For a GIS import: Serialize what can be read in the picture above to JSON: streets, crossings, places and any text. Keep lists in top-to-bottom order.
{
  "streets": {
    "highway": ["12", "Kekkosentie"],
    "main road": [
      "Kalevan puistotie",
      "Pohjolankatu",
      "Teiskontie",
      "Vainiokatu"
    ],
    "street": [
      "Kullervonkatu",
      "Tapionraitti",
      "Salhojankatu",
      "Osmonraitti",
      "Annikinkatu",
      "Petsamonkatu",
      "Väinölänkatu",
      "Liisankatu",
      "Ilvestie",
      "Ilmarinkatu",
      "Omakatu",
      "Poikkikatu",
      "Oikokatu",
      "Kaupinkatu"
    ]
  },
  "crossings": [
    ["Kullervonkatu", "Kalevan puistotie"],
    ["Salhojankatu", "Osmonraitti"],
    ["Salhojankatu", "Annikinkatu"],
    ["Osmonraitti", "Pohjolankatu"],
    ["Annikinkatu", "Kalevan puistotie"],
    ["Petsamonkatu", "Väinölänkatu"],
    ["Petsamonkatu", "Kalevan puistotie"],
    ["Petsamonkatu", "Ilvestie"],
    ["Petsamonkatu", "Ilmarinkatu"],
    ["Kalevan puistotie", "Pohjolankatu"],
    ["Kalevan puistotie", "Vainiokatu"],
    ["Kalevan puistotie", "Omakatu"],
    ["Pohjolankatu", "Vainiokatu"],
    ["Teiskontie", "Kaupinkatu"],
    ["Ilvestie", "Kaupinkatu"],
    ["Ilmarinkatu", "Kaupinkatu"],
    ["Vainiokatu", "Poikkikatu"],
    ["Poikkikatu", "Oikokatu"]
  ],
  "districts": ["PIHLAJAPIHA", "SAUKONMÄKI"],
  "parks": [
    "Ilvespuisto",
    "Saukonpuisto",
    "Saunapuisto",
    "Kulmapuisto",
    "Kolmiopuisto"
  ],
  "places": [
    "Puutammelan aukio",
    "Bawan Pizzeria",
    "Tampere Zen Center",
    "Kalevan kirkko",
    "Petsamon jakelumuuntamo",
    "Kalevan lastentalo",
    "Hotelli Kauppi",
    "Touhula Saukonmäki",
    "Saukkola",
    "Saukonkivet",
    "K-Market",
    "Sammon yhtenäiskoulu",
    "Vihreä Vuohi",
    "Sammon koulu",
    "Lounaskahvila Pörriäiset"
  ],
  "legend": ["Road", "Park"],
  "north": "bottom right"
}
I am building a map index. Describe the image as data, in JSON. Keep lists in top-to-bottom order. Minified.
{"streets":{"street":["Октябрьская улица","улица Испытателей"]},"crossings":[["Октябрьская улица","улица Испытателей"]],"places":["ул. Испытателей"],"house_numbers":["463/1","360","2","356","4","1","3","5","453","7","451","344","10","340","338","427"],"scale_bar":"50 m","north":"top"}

#### [Task statement]
Each line of the listing should be echoed back exactly.

#### [Worked solution]
For a GIS import: Serialize what can be read in the picture above to JSON: streets, crossings, places and any text. Keep lists in top-to-bottom order.
{
  "streets": {
    "highway": ["12", "Kekkosentie"],
    "main road": [
      "Kalevan puistotie",
      "Pohjolankatu",
      "Teiskontie",
      "Vainiokatu"
    ],
    "street": [
      "Kullervonkatu",
      "Tapionraitti",
      "Salhojankatu",
      "Osmonraitti",
      "Annikinkatu",
      "Petsamonkatu",
      "Väinölänkatu",
      "Liisankatu",
      "Ilvestie",
      "Ilmarinkatu",
      "Omakatu",
      "Poikkikatu",
      "Oikokatu",
      "Kaupinkatu"
    ]
  },
  "crossings": [
    ["Kullervonkatu", "Kalevan puistotie"],
    ["Salhojankatu", "Osmonraitti"],
    ["Salhojankatu", "Annikinkatu"],
    ["Osmonraitti", "Pohjolankatu"],
    ["Annikinkatu", "Kalevan puistotie"],
    ["Petsamonkatu", "Väinölänkatu"],
    ["Petsamonkatu", "Kalevan puistotie"],
    ["Petsamonkatu", "Ilvestie"],
    ["Petsamonkatu", "Ilmarinkatu"],
    ["Kalevan puistotie", "Pohjolankatu"],
    ["Kalevan puistotie", "Vainiokatu"],
    ["Kalevan puistotie", "Omakatu"],
    ["Pohjolankatu", "Vainiokatu"],
    ["Teiskontie", "Kaupinkatu"],
    ["Ilvestie", "Kaupinkatu"],
    ["Ilmarinkatu", "Kaupinkatu"],
    ["Vainiokatu", "Poikkikatu"],
    ["Poikkikatu", "Oikokatu"]
  ],
  "districts": ["PIHLAJAPIHA", "SAUKONMÄKI"],
  "parks": [
    "Ilvespuisto",
    "Saukonpuisto",
    "Saunapuisto",
    "Kulmapuisto",
    "Kolmiopuisto"
  ],
  "places": [
    "Puutammelan aukio",
    "Bawan Pizzeria",
    "Tampere Zen Center",
    "Kalevan kirkko",
    "Petsamon jakelumuuntamo",
    "Kalevan lastentalo",
    "Hotelli Kauppi",
    "Touhula Saukonmäki",
    "Saukkola",
    "Saukonkivet",
    "K-Market",
    "Sammon yhtenäiskoulu",
    "Vihreä Vuohi",
    "Sammon koulu",
    "Lounaskahvila Pörriäiset"
  ],
  "legend": ["Road", "Park"],
  "north": "bottom right"
}
I am building a map index. Describe the image as data, in JSON. Keep lists in top-to-bottom order. Minified.
{"streets":{"street":["Октябрьская улица","улица Испытателей"]},"crossings":[["Октябрьская улица","улица Испытателей"]],"places":["ул. Испытателей"],"house_numbers":["463/1","360","2","356","4","1","3","5","453","7","451","344","10","340","338","427"],"scale_bar":"50 m","north":"top"}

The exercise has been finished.